Output every entry exactly as written, skipping any pictures.

^^^^^^^^

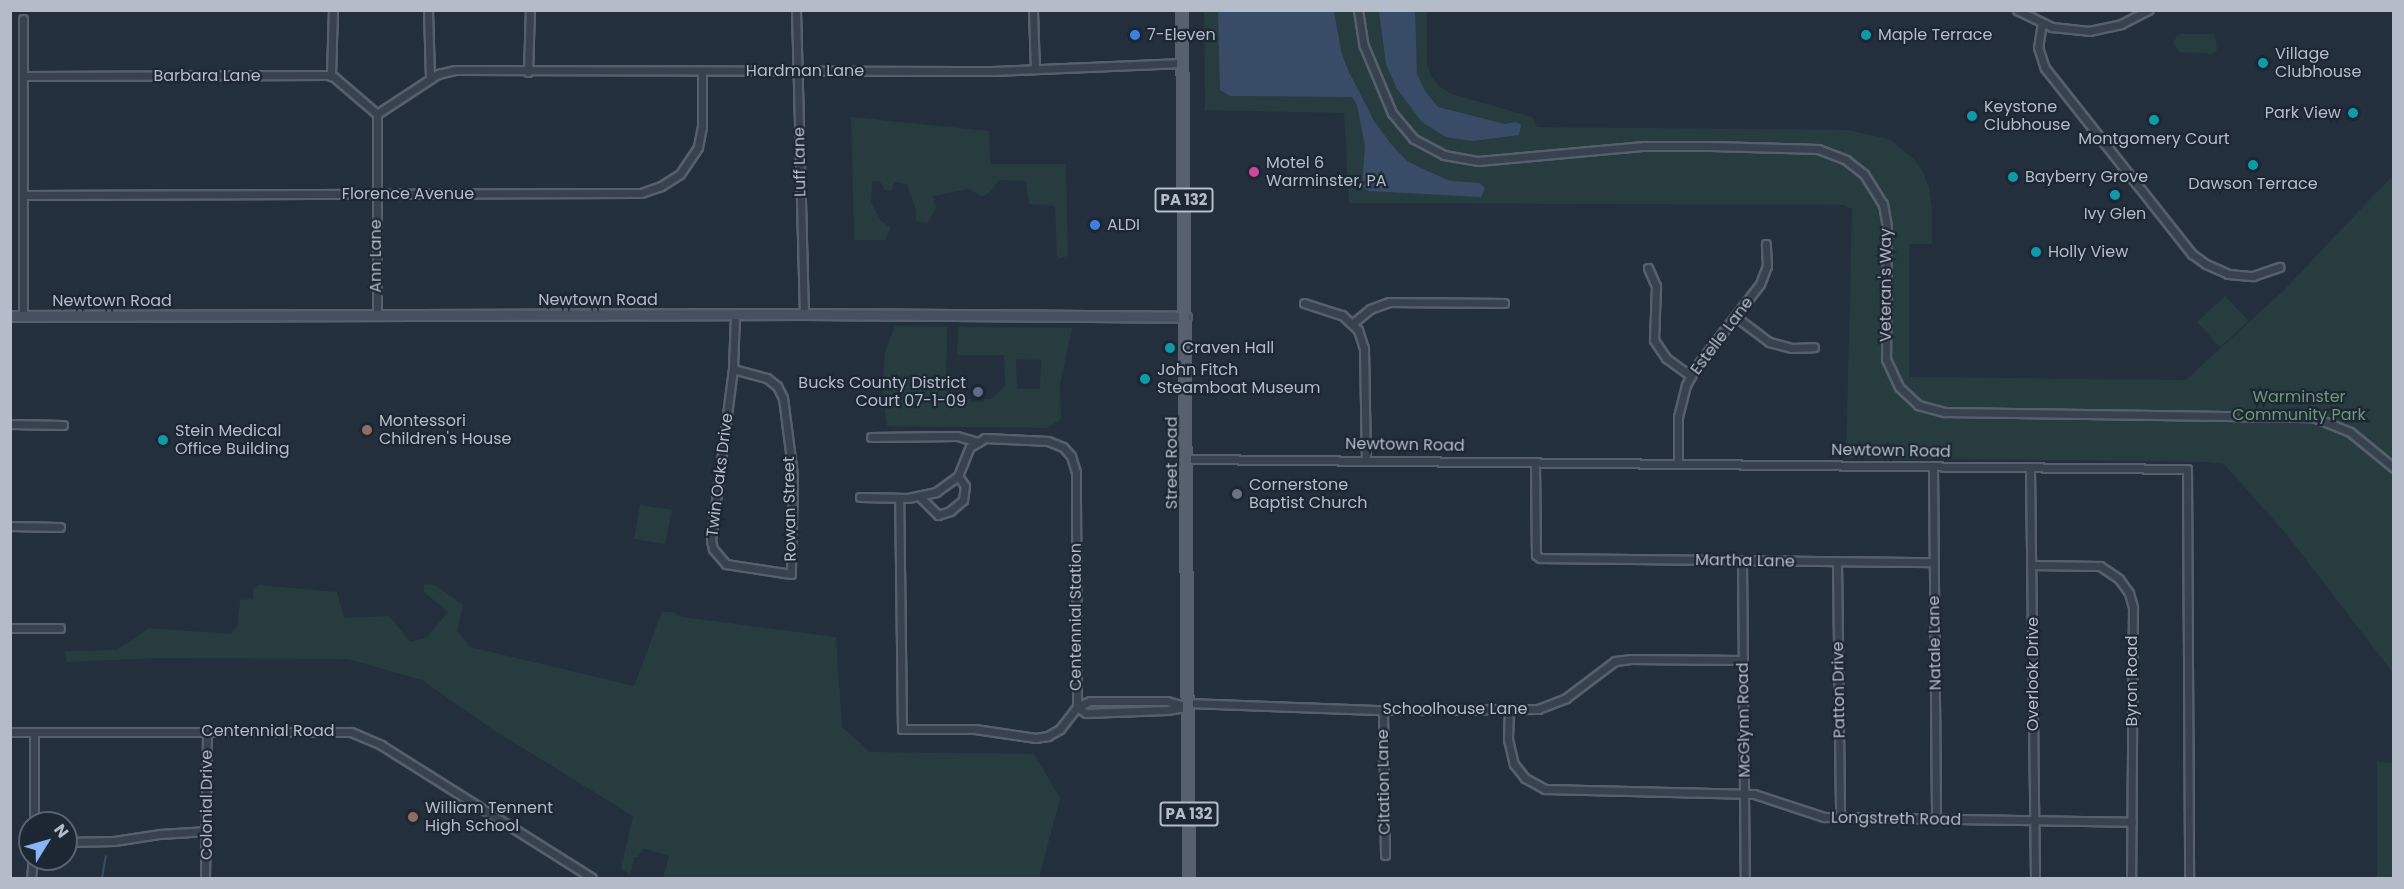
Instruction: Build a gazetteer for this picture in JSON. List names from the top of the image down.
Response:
{
  "streets": {
    "main road": ["PA 132", "Street Road"],
    "street": [
      "Hardman Lane",
      "Barbara Lane",
      "Luff Lane",
      "Florence Avenue",
      "Ann Lane",
      "Veteran's Way",
      "Newtown Road",
      "Estelle Lane",
      "Twin Oaks Drive",
      "Rowan Street",
      "Martha Lane",
      "Centennial Station",
      "Natale Lane",
      "Overlook Drive",
      "Byron Road",
      "Patton Drive",
      "Schoolhouse Lane",
      "McGlynn Road",
      "Centennial Road",
      "Citation Lane",
      "Colonial Drive",
      "Longstreth Road"
    ]
  },
  "crossings": [
    ["Hardman Lane", "Luff Lane"],
    ["Hardman Lane", "Florence Avenue"],
    ["Hardman Lane", "Street Road"],
    ["Luff Lane", "Newtown Road"],
    ["Florence Avenue", "Ann Lane"],
    ["Ann Lane", "Newtown Road"],
    ["Newtown Road", "Estelle Lane"],
    ["Newtown Road", "Street Road"],
    ["Newtown Road", "Twin Oaks Drive"],
    ["Newtown Road", "Martha Lane"],
    ["Newtown Road", "Natale Lane"],
    ["Newtown Road", "Overlook Drive"],
    ["Street Road", "Schoolhouse Lane"],
    ["Twin Oaks Drive", "Rowan Street"],
    ["Martha Lane", "Natale Lane"],
    ["Martha Lane", "Patton Drive"],
    ["Martha Lane", "McGlynn Road"],
    ["Natale Lane", "Longstreth Road"],
    ["Overlook Drive", "Byron Road"],
    ["Overlook Drive", "Longstreth Road"],
    ["Byron Road", "Longstreth Road"],
    ["Patton Drive", "Longstreth Road"],
    ["Schoolhouse Lane", "McGlynn Road"],
    ["Schoolhouse Lane", "Citation Lane"],
    ["Schoolhouse Lane", "Longstreth Road"],
    ["McGlynn Road", "Longstreth Road"],
    ["Centennial Road", "Colonial Drive"]
  ],
  "parks": ["Warminster Community Park"],
  "places": [
    "7-Eleven",
    "Maple Terrace",
    "Village Clubhouse",
    "Park View",
    "Keystone Clubhouse",
    "Montgomery Court",
    "Dawson Terrace",
    "Motel 6 Warminster, PA",
    "Bayberry Grove",
    "Ivy Glen",
    "ALDI",
    "Holly View",
    "Craven Hall",
    "John Fitch Steamboat Museum",
    "Bucks County District Court 07-1-09",
    "Montessori Children's House",
    "Stein Medical Office Building",
    "Cornerstone Baptist Church",
    "William Tennent High School"
  ],
  "north": "top right"
}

^^^^^^^^

# Response:
Instruction: Build a gazetteer for this picture in JSON. List names from the top of the image down.
Response:
{
  "streets": {
    "main road": ["PA 132", "Street Road"],
    "street": [
      "Hardman Lane",
      "Barbara Lane",
      "Luff Lane",
      "Florence Avenue",
      "Ann Lane",
      "Veteran's Way",
      "Newtown Road",
      "Estelle Lane",
      "Twin Oaks Drive",
      "Rowan Street",
      "Martha Lane",
      "Centennial Station",
      "Natale Lane",
      "Overlook Drive",
      "Byron Road",
      "Patton Drive",
      "Schoolhouse Lane",
      "McGlynn Road",
      "Centennial Road",
      "Citation Lane",
      "Colonial Drive",
      "Longstreth Road"
    ]
  },
  "crossings": [
    ["Hardman Lane", "Luff Lane"],
    ["Hardman Lane", "Florence Avenue"],
    ["Hardman Lane", "Street Road"],
    ["Luff Lane", "Newtown Road"],
    ["Florence Avenue", "Ann Lane"],
    ["Ann Lane", "Newtown Road"],
    ["Newtown Road", "Estelle Lane"],
    ["Newtown Road", "Street Road"],
    ["Newtown Road", "Twin Oaks Drive"],
    ["Newtown Road", "Martha Lane"],
    ["Newtown Road", "Natale Lane"],
    ["Newtown Road", "Overlook Drive"],
    ["Street Road", "Schoolhouse Lane"],
    ["Twin Oaks Drive", "Rowan Street"],
    ["Martha Lane", "Natale Lane"],
    ["Martha Lane", "Patton Drive"],
    ["Martha Lane", "McGlynn Road"],
    ["Natale Lane", "Longstreth Road"],
    ["Overlook Drive", "Byron Road"],
    ["Overlook Drive", "Longstreth Road"],
    ["Byron Road", "Longstreth Road"],
    ["Patton Drive", "Longstreth Road"],
    ["Schoolhouse Lane", "McGlynn Road"],
    ["Schoolhouse Lane", "Citation Lane"],
    ["Schoolhouse Lane", "Longstreth Road"],
    ["McGlynn Road", "Longstreth Road"],
    ["Centennial Road", "Colonial Drive"]
  ],
  "parks": ["Warminster Community Park"],
  "places": [
    "7-Eleven",
    "Maple Terrace",
    "Village Clubhouse",
    "Park View",
    "Keystone Clubhouse",
    "Montgomery Court",
    "Dawson Terrace",
    "Motel 6 Warminster, PA",
    "Bayberry Grove",
    "Ivy Glen",
    "ALDI",
    "Holly View",
    "Craven Hall",
    "John Fitch Steamboat Museum",
    "Bucks County District Court 07-1-09",
    "Montessori Children's House",
    "Stein Medical Office Building",
    "Cornerstone Baptist Church",
    "William Tennent High School"
  ],
  "north": "top right"
}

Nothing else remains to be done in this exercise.